Keywords

Key Points

  • Leaks after LSG are rare (2–3 %), but may cause significant morbidity.

  • Utilizing bougie ≥40 Fr may decrease leak rate without affecting overall weight loss up to 36 months postoperatively.

  • For patients who develop leak after LSG, nutritional support and source control are cornerstones of management, including laparoscopic drainage and washout and feeding jejunostomy tube, if necessary.

  • Most leaks resolve with endoscopic stenting.

  • In rare cases, surgery (resection with Roux-en-Y esophagojejunostomy or placement of Roux limb to the fistula) is required for definitive management.

7.1 Introduction

Laparoscopic sleeve gastrectomy (LSG) involves a stapled vertical transection of the stomach and creation of a tubular alimentary channel along the stomach’s lesser curvature, calibrated along an orogastric bougie (Fig. 7.1). Perhaps one of the most significant changes in bariatric surgery over the past decade is the growing popularity of the LSG. For instance, the University HealthSystem Consortium data reveals an increase in LSG from 0.9 % in 2008 to 36.5 % in 2012 [1]. Reasons for this increase include:

Fig. 7.1
figure 1

Laparoscopic sleeve gastrectomy. Reprinted with permission from Parikh M, Gagner M, Pomp A. Laparoscopic Duodenal Switch. In: Nguyen NT, De Maria EJ, Ikramuddin S, Hutter MM. eds. The SAGES Manual: a Practical Guide to Bariatric Surgery. Springer, New York, 2008;109–129 [38] © Springer

  • Short-term weight loss comparable to that of the gastric bypass (60–70 % excess weight loss by 3 years)

  • Improvement in insurance coverage for the LSG

  • Favorable complication profile compared to the gastsric bypass

  • Less required postoperative follow-up compared to gastric banding

Surgeons experienced with LSG report that the most common complications include leak, hemorrhage, stenosis, spleen/liver injury, portal vein thrombosis, and reflux [2]. This chapter focuses on leak after LSG, with a particular focus on prevention and management.

7.2 Presentation and Diagnosis

7.2.1 Incidence and Presentation

The rate of staple-line leaks after LSG varies in the literature, but is generally between 1.1 and 5.3 % of cases [3]. A systematic review of 9991 LSG reported a leak rate of 2.2 % [4]. The mortality rate from leaks after LSG is 0.11 % [4]. The vast majority of leaks (75–89 %) occur proximally, near the gastroesophageal junction [5].

Leaks present at a mean of 7 days postoperatively, but can present as late as 120 days postoperatively [3]. The majority of leaks present after patients are discharged home from the hospital; therefore close follow-up in the immediate postoperative period is critical after LSG. Rosenthal et al. proposed a classification system for leak after LSG based on timing: acute leak (within 7 days postoperatively), early leak (within 1–5 weeks postoperatively), late leak (greater than 6 weeks postoperatively), and chronic leak (after 12 weeks) [6].

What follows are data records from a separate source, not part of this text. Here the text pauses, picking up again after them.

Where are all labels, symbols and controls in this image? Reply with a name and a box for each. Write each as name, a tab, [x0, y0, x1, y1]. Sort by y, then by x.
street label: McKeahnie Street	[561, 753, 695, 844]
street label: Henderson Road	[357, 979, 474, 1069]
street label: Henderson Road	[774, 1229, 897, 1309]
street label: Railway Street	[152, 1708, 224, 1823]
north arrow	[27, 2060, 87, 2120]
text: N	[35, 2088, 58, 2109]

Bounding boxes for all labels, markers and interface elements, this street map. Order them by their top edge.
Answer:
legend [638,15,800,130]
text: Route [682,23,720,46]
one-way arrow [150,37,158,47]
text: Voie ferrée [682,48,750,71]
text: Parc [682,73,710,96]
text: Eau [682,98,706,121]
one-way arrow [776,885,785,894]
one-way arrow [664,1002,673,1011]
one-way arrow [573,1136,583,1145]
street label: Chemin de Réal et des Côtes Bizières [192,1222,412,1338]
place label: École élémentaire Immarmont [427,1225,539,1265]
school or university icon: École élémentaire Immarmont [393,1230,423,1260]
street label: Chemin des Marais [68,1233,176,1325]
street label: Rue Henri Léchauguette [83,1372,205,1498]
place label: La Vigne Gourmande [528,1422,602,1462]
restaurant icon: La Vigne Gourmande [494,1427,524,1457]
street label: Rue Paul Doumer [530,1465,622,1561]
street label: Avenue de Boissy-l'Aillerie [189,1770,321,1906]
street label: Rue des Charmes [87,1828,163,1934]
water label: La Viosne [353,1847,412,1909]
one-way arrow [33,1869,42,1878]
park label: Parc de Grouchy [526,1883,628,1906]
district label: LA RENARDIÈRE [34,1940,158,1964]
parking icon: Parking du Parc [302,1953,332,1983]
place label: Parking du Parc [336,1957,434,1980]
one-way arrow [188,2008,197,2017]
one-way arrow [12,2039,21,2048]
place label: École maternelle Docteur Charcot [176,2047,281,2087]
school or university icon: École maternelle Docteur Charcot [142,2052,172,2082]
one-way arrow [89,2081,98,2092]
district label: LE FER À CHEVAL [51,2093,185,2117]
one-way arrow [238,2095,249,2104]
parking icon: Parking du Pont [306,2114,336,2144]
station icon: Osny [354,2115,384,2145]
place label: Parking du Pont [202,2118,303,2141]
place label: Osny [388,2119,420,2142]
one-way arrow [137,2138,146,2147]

Staple-line leak after LSG can present with many clinical scenarios, ranging from a stable patient with mild abdominal pain to a patient with manifestations of systemic inflammatory response syndrome (SIRS—see Table 7.1) to a patient with sepsis and multiorgan failure. A high index of suspicion is important, as early intervention is the key to successful management of these patients [7].

Table 7.1 SIRS criteria based on Metabolic and Bariatric Surgery Accreditation and Quality Improvement Program (MBSAQIP)

7.2.2 Diagnostic Study

Abdominal computed tomography (CT) scan with oral and intravenous contrast is the diagnostic study of choice for most patients suspected of having leak. CT findings may range from blips of extraluminal air to frank contrast extravasation (Figs. 7.2 and 7.3). Esophagrams may also be used to diagnose leak; however it may be normal despite the presence of leak.

Fig. 7.2
figure 2

Blips of air around staple line in patient POD#9 after LSG. This resolved with intravenous antibiotics

Fig. 7.3
figure 3

CT scan POD#8 showing extraluminal fluid collection consistent with leak

Since leaks often present after patient discharge from the hospital, the value of immediate postoperative upper GI studies has been debated. Studies have demonstrated the lack of association between routine postoperative swallow study and leak [8]. Similarly, intraoperative leak tests fail to detect leak, unless due to a stapler misfire or other technical error. A normal intraoperative leak test and a normal postoperative swallow study do not preclude the development of staple-line leak after LSG. Despite this, many surgeons still favor these tests and perform them routinely.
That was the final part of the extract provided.